• [TASK BRIEF] The lines below that include the word "nowrap" are to be reported.

• [TASK INPUTS]

################

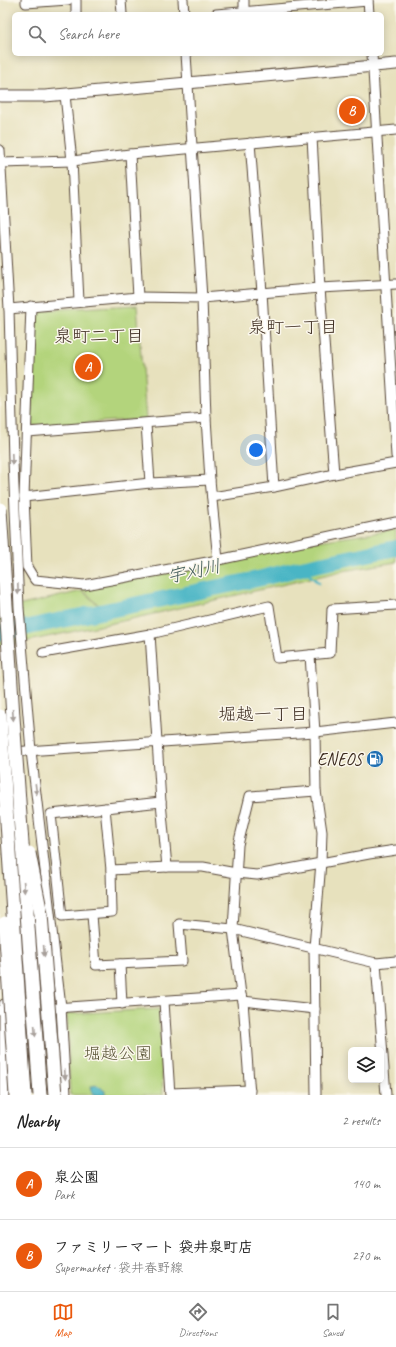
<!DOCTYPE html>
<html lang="en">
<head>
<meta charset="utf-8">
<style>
	:root { --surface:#fff; --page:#f2f2f2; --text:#222; --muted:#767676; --line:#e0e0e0; --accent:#ea580c }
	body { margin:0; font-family:Caveat,"Klee One",sans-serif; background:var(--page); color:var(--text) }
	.controls { position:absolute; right:12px; bottom:12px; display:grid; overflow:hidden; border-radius:6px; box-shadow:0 2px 10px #0003 }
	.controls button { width:36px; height:36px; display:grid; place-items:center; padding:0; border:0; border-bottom:1px solid var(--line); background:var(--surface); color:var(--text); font:20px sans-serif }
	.you { position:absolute; left:256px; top:450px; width:14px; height:14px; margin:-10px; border:3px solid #fff; border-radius:50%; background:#1a73e8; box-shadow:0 0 0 6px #1a73e833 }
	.badge { display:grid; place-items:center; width:26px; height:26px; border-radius:50%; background:var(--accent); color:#fff; font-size:13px; font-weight:700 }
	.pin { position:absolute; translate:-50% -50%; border:2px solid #fff; box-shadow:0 1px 4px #0006 }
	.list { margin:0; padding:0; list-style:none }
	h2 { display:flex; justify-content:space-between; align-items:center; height:52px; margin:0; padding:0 16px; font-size:17px }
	h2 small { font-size:13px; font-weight:400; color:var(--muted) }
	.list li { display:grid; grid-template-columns:26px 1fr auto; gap:12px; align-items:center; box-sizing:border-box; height:72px; padding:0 16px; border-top:1px solid var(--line) }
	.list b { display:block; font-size:15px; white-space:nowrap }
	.list p { margin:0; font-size:13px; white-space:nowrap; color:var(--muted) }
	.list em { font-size:13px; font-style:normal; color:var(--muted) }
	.icon { flex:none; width:22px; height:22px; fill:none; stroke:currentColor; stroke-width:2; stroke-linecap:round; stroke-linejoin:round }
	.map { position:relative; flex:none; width:396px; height:1095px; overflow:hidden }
	.search { position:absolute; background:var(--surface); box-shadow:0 2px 10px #0003; left:12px; right:12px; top:12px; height:44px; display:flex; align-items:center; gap:10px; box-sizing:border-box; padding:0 14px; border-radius:6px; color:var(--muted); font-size:15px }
	.sheet { height:196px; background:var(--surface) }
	nav { display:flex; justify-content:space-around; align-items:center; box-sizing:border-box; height:56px; border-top:1px solid var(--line); background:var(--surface); font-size:11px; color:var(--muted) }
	nav a { display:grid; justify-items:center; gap:2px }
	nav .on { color:var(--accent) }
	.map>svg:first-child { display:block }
	.green { fill:#b3d47c; stroke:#777f4d }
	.water { fill:#49b5c5; stroke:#427072 }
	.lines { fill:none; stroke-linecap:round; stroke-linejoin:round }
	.stream { stroke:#49b5c5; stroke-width:2.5 }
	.river { stroke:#49b5c5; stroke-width:16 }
	.minor-casing { stroke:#554536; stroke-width:11 }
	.major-casing { stroke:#554536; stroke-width:13 }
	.minor { stroke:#fff; stroke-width:9 }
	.major { stroke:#fff; stroke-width:11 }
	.highway-bridge-casing { stroke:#554536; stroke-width:15; stroke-linecap:butt }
	.highway-bridge { stroke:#fff; stroke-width:13 }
	.oneway { fill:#a79f9a }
	.labels { text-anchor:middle; stroke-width:3; stroke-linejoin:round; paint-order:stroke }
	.poi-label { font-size:17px; fill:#3b2a1e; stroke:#fbf7ec; text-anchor:end }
	.park-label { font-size:17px; fill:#595436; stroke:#fbf7ec }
	.neighbourhood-label { font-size:18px; fill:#3b2a1e; stroke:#fbf7ec }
	.water-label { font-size:18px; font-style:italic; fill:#405b58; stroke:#fbf7ec }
</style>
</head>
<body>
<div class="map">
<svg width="396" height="1095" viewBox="0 0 396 1095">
	<rect width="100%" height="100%" fill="#fbf7ec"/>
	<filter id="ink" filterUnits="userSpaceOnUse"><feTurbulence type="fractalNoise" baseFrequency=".025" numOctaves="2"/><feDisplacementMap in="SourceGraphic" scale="8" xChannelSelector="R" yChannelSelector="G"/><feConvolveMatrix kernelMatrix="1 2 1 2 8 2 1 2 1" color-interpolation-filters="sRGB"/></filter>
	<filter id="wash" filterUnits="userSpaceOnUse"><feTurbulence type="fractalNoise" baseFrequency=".012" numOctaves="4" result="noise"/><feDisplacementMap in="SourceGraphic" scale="16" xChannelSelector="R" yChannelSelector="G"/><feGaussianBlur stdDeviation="0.9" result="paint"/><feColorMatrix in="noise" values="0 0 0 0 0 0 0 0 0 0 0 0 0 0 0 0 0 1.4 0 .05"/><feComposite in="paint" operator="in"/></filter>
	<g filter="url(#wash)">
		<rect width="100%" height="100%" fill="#e7e1bd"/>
		<g class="green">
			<path d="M 137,305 L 146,419 L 34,426 L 31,423 L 37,315 L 42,310 Z"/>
			<path d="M 396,530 L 396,562 L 343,571 L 118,622 L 0,647 L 0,610 L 82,591 L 105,611 L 77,584 L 276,547 Z"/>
			<path d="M 159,1009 L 163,1095 L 70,1095 L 67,1014 Z"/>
		</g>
		<path class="water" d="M 97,1085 L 105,1090 L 105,1095 L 93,1095 L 91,1086 Z"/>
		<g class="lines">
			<path class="stream" d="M 301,568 L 319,583"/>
			<path class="river" d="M 0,633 L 262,578 L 301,568 L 396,548"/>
		</g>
	</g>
	<g filter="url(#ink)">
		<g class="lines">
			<defs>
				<g id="minor">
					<path d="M 26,0 L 26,3 L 68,0"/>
					<path d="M 76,0 L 76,14"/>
					<path d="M 121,0 L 122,14"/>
					<path d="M 183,0 L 184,14"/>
					<path d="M 244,0 L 244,11"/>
					<path d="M 368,0 L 369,14"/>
					<path d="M 216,14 L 368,1"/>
					<path d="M 186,54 L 202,298 L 206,418 L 210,480 L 218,560"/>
					<path d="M 372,54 L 396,456"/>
					<path d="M 65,95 L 72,161 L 79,301"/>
					<path d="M 312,137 L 320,288 L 334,474"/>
					<path d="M 250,143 L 262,292 L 274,487"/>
					<path d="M 0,150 L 9,309 L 13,461 L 19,608 L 31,751 L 61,1007 L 66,1095"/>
					<path d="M 130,154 L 138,297"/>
					<path d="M 1,163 L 72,161 L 130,154 L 396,130"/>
					<path d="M 31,306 L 24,497 L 27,567 L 35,580 L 84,585 L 218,560 L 396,522"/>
					<path d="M 9,309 L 138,297 L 202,298 L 320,288 L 396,284"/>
					<path d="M 146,424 L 150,483"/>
					<path d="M 27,432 L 206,418"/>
					<path d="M 24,497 L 150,483 L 210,480"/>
					<path d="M 212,497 L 274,487 L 334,474 L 396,463"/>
					<path d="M 150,634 L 161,802 L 167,867"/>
					<path d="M 43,653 L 150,634 L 269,606 L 277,658 L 330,653 L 332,609 L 396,605"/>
					<path d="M 310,655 L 315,732 L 316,791 L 322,832 L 321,862 L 314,948 L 316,1095"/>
					<path d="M 11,752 L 315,732 L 396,723"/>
					<path d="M 105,808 L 111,870 L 112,912 L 62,916 L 51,814 L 161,802"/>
					<path d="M 111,870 L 167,867 L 203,867 L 236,873 L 257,875 L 369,854 L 396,850"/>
					<path d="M 92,915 L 96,965 L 182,961 L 179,924 L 233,929 L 376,963 L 396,961"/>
					<path d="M 376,963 L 386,1095"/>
					<path d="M 120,964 L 122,1004"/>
					<path d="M 164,1001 L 170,1095"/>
					<path d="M 243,1001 L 315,1009"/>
					<path d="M 55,1008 L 241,995"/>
					<path d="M 0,1010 L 39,1008"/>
					<path d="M 170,1093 L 250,1090"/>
					<path d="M 4,1095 L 4,1004"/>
					<path d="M 250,1095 L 243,1001 L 241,995 L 233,929 L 238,845 L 250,796 L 316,791"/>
				</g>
				<path id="major" d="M 0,96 L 45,96 L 396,64"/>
			</defs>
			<use href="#minor" class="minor-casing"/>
			<use href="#major" class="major-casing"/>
			<use href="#minor" class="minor"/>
			<use href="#major" class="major"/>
			<defs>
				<g id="highway-bridge">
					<path d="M 0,509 L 13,717 L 40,1095"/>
					<path d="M 0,716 L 25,1095"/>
					<path d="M 29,853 L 41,914 L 55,1095"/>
					<path d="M 5,923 L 16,1095"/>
				</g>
			</defs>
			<use href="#highway-bridge" class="highway-bridge-casing"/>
			<use href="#highway-bridge" class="highway-bridge"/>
		</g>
		<defs><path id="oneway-solid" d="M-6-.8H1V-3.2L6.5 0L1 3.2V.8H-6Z"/></defs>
		<g class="oneway">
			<use href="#oneway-solid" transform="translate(12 459) rotate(88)"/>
			<use href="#oneway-solid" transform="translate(18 589) rotate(88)"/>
			<use href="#oneway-solid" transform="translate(13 715) rotate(86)"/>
			<use href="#oneway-solid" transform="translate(36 789) rotate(83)"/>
			<use href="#oneway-solid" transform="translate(24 887) rotate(86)"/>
			<use href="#oneway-solid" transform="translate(44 951) rotate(86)"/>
			<use href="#oneway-solid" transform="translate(35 1031) rotate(86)"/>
			<use href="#oneway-solid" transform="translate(65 1074) rotate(86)"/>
		</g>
	</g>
	<defs>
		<symbol id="fuel-disc" viewBox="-11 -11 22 22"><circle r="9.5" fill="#1f6fb2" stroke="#fbf7ec"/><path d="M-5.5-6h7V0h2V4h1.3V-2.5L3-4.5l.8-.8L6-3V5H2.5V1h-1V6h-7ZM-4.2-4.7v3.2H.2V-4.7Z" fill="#fff"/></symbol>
	</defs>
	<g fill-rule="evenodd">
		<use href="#fuel-disc" x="365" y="749" width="20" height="20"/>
	</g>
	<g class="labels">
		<g class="poi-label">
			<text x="362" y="765">ENEOS</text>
		</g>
		<g class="park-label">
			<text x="118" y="1059">堀越公園</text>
		</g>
		<g class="neighbourhood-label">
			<text x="293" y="333">泉町一丁目</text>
			<text x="99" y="342">泉町二丁目</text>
			<text x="263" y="720">堀越一丁目</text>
		</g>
		<g class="water-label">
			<text transform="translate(194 571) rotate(-12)" y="6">宇刈川</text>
		</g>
	</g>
</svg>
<div class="controls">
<button><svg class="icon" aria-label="layers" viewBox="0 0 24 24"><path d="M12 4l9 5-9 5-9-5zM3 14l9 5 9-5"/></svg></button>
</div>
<div class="you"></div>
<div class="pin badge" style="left:88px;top:367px">A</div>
<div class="pin badge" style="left:352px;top:111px">B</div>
<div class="search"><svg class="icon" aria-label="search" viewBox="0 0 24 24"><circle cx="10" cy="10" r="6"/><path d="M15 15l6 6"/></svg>Search here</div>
</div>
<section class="sheet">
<h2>Nearby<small>2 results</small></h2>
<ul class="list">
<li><span class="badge">A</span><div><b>泉公園</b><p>Park</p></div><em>140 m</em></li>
<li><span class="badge">B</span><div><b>ファミリーマート 袋井泉町店</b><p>Supermarket · 袋井春野線</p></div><em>270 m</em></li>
</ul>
</section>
<nav>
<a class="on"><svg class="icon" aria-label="map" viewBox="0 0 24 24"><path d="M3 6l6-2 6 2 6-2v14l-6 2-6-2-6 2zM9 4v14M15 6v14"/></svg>Map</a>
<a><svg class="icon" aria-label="directions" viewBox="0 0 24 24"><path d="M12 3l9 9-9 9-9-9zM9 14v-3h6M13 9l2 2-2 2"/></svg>Directions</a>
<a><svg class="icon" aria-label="saved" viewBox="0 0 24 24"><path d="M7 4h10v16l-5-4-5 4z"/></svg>Saved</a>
</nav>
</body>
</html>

################

• [FINAL ANSWER]
	.list b { display:block; font-size:15px; white-space:nowrap }
	.list p { margin:0; font-size:13px; white-space:nowrap; color:var(--muted) }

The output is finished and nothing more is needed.